I love Mexico – but in many ways I’m living in a country that is still not my own. I spend each day trying to immerse myself more fully into its magical culture but to say that I am fully immersed or somehow ‘mexicoified’ is not being truthful. I am still very foreign, which is not to say that I’ve failed at ‘becoming Mexican’ on any level – that was never my goal. It’s to say that I’m not quite American and not quite Mexican. The borders between countries are now slightly more arbitrary things, except in the hassle it takes when crossing them, the pleasant differences in language and culture, and the changes in infrastructure upkeep.
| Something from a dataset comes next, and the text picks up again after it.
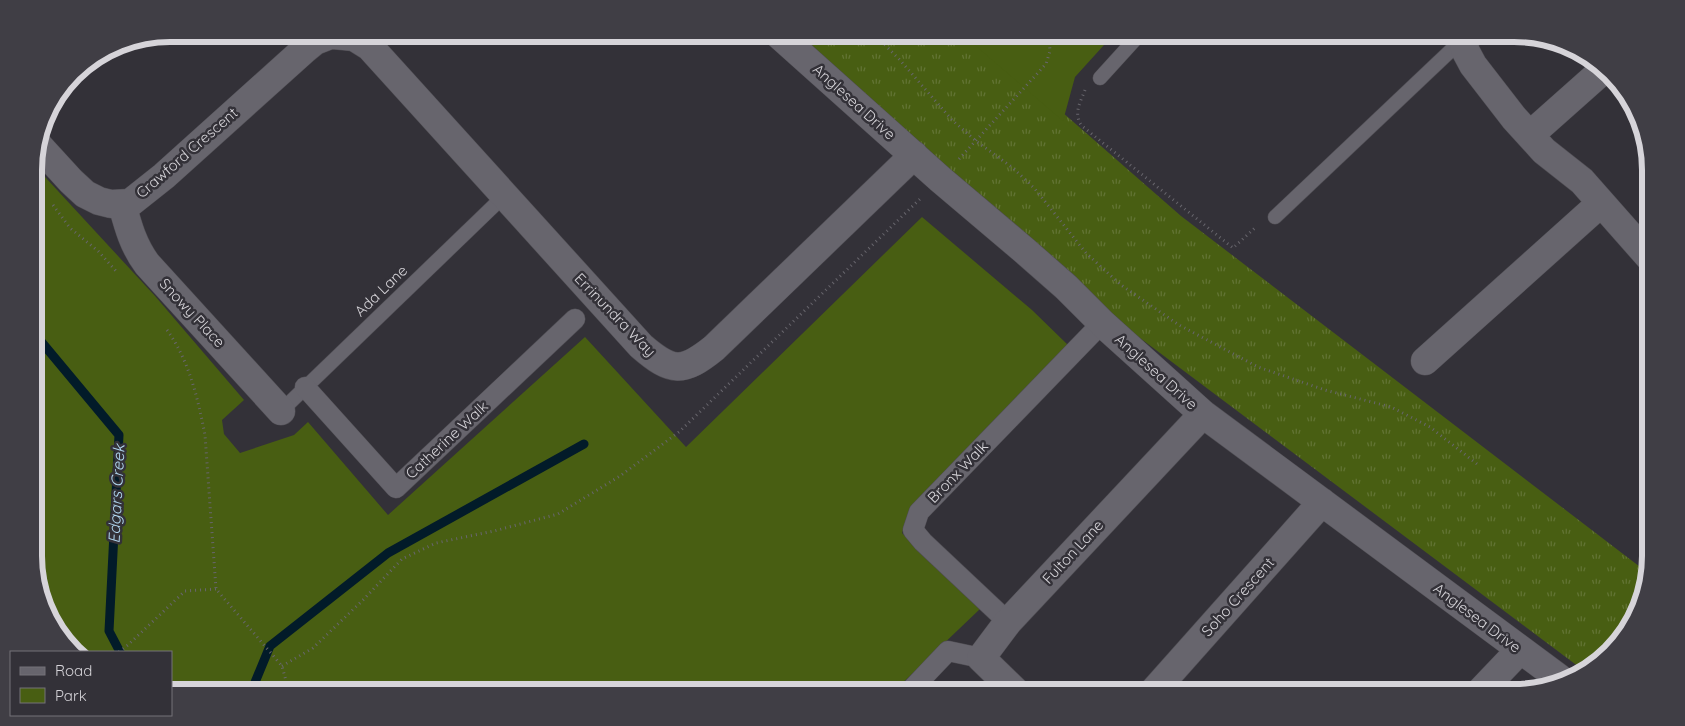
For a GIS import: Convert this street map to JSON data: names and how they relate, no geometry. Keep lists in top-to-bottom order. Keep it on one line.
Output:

I’m a citizen of both and neither, simultaneously.
Marcia and I are coming up on our two-year anniversary in December. In January we will welcome our son into the world. These are not indications of a temporary journey; these are milestones of the adventure of a lifetime. And so in some ways, the four-year mark is a fitting time to acknowledge that the “sabbatical”, as a temporary time and place, is over and the adventure is just beginning.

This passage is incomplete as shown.